In a civil antitrust lawsuit filed Tuesday, the DOJ claims the so-called “Northeast Alliance” would eliminate important competition because prior to the agreement, the airlines had planned to compete more “intensely” with one another in the two cities and elsewhere.
“The Northeast Alliance will dampen American’s incentive to expand service elsewhere in its network and will significantly reduce JetBlue’s incentives to challenge its much larger partner across the country,” according to the department.
Richard Powers, acting attorney general of the Antitrust Division, said the “sweeping partnership is unprecedented among domestic airlines and amounts to a de facto merger.”
The DOJ complaint also argues it would “further consolidate an already highly concentrated industry” because American Airlines is among four companies — including Delta, United and Southwest — that control 80% of domestic air travel.
Attorney General Merrick B. Garland said the “unprecedented maneuver” would result in higher fares, fewer choices and lower quality service.
“Millions of consumers across America rely on air travel every day for work, to visit family, or to take vacations,” Mr. Garland said. “Fair competition is essential to ensuring they can fly affordably and safely.”
The DOJ filed the suit in the U.S. District Court of Massachusetts along with attorneys general from Arizona, California, Florida, Massachusetts, Pennsylvania, Virginia and the District of Columbia.

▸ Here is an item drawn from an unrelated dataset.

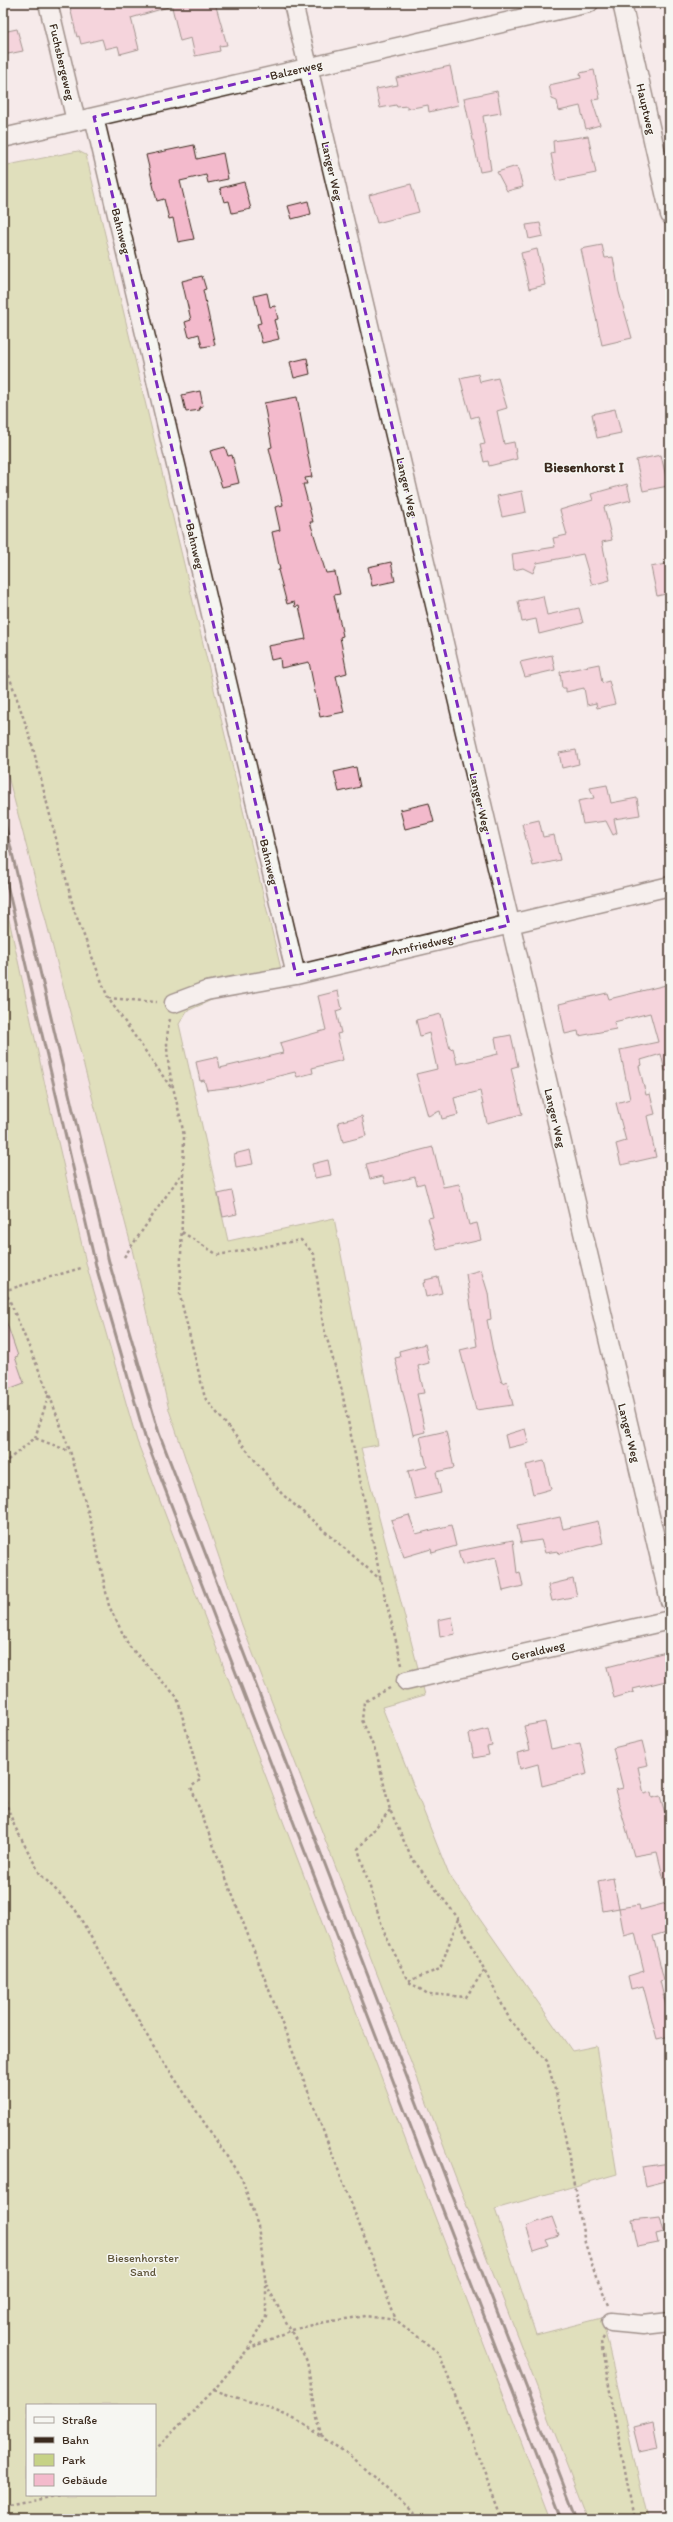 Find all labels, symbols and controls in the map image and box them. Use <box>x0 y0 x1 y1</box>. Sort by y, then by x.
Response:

It is the latest effort by the Justice Department to show the attorney general’s commitment to “reinvigorating antitrust enforcement.
JetBlue CEO Robin Hayes said “while it’s extremely unfortunate DOJ would rather take us to court than help us compete, we’re ready to make a strong case on why more low-fare JetBlue growth is good for customers.”
“We fully expect the court to find that nothing about the [agreement] changes our business model or our role as a force for good in the industry,” Mr. Hayes said in a statement on Tuesday.
Hours before the lawsuit was announced, Associate Attorney General Vanita Gupta spoke to the National Farmers Union about efforts to combat ongoing anti-competitive actions within the agriculture industry.
Ms. Gupta said consolidation in agricultural markets “has reached a tipping point, making it hard for small family farms and growers to survive.”
“Farmers are being forced to bargain with large processors when they buy and sell goods, squeezing your profits while Americans pay more at the grocery store,” she said.
Ms. Gupta said the department is working to combine its law enforcement abilities with the USDA’s regulatory abilities to ensure fairer markets for farmers and ranchers.
“I firmly believe that vigorous antitrust enforcement is an essential part of addressing many of these problems,” she said. “American farmers aren’t asking for a handout. They want an opportunity to compete on a level playing field.”